Hoover backed various measures to stimulate federal spending and extensions of the government’s credit, including increased appropriations for public works and the Federal Land Banks, creation of the Agricultural Credit Banks and the Home Loan Banks, liberalization of the Federal Reserve Banks’ lending authority by the Glass-Steagall Act of 1932, and passage of Emergency Relief and Construction Act of 1932, which allowed the federal government to give (officially, to lend) the state governments funds to use for relief of the unemployed. Hoover also used his discretionary authority to reduce immigration-he supposed that an immigrant would either become a public charge or displace someone else from a job. To quiet the unsettling international disputes over reparations and war debts, he secured a moratorium on intergovernmental payments. None of this suggests a dogmatic adherence to laissez-faire…

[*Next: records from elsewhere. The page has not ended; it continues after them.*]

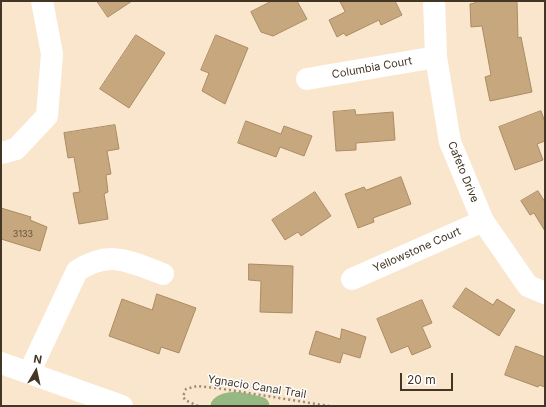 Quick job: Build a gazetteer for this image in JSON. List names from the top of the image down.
{
  "streets": {
    "street": ["Columbia Court", "Cafeto Drive", "Yellowstone Court"],
    "path": ["Ygnacio Canal Trail"]
  },
  "crossings": [
    ["Columbia Court", "Cafeto Drive"],
    ["Cafeto Drive", "Yellowstone Court"]
  ],
  "house_numbers": ["3133"],
  "scale_bar": "20 m",
  "north": "top"
} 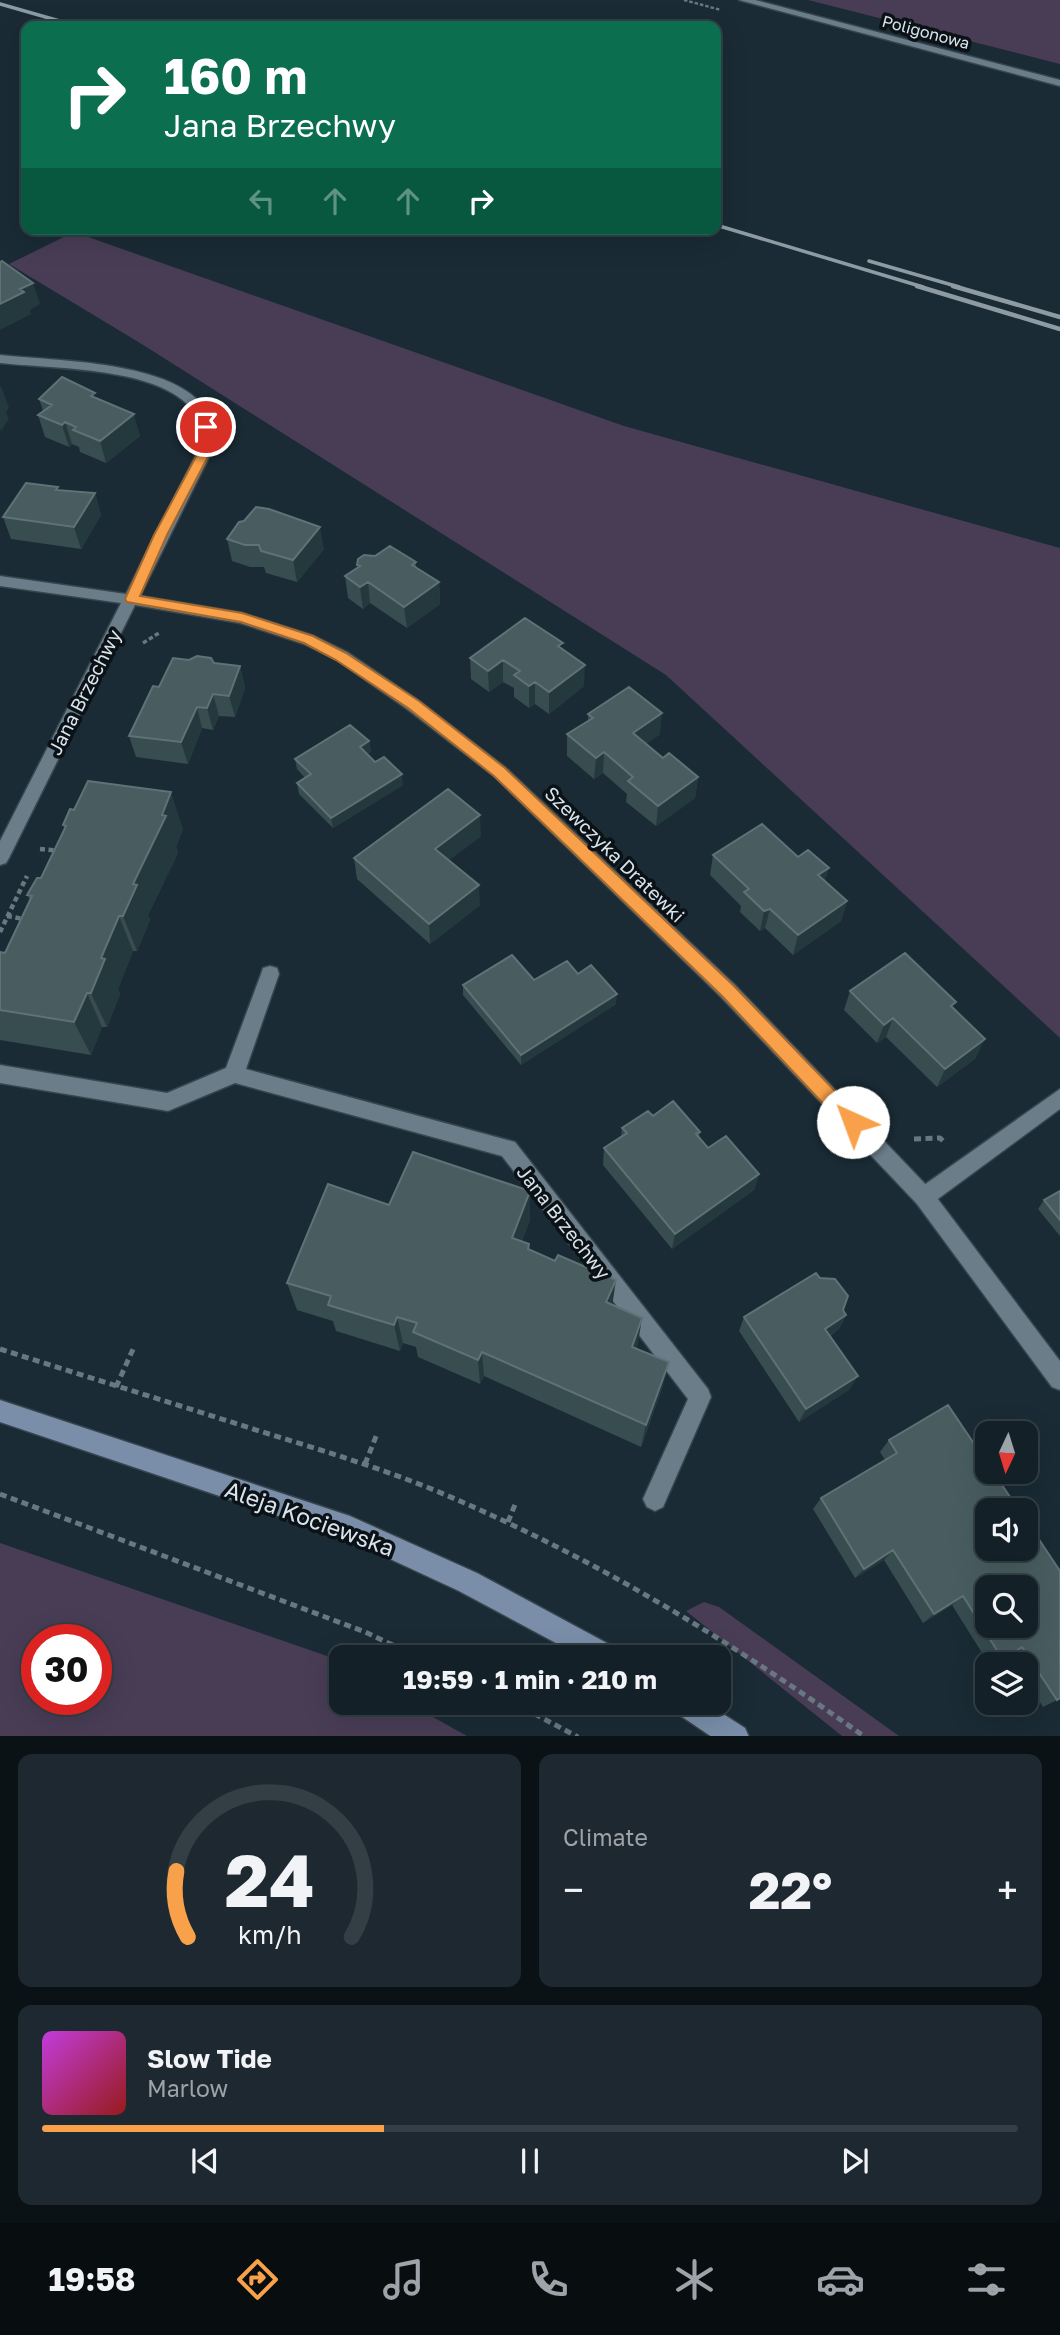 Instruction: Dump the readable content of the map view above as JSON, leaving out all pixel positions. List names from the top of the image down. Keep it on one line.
{"streets":{"street":["Poligonowa","Jana Brzechwy","Szewczyka Dratewki","Aleja Kociewska"]},"crossings":[["Jana Brzechwy","Szewczyka Dratewki"]],"north":"bottom","page":{"turn":["160 m","Jana Brzechwy"],"limit":"30","trip":"19:59 · 1 min · 210 m","tile":"Climate","heat":["−","22°","+"],"song":["Slow Tide","Marlow"],"tabs":"19:58","gauge":["24","km/h"]}}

The administration’s most important antidepression action, the creation of the Reconstruction Finance Corporation, clearly benefited from the emergency rationale and the wartime analogy. The RFC Act, which became law on January 22, 1932, was officially entitled, “An Act to provide emergency financing facilities for financial institutions, to aid in financing agriculture, commerce, and industry, and for other purposes.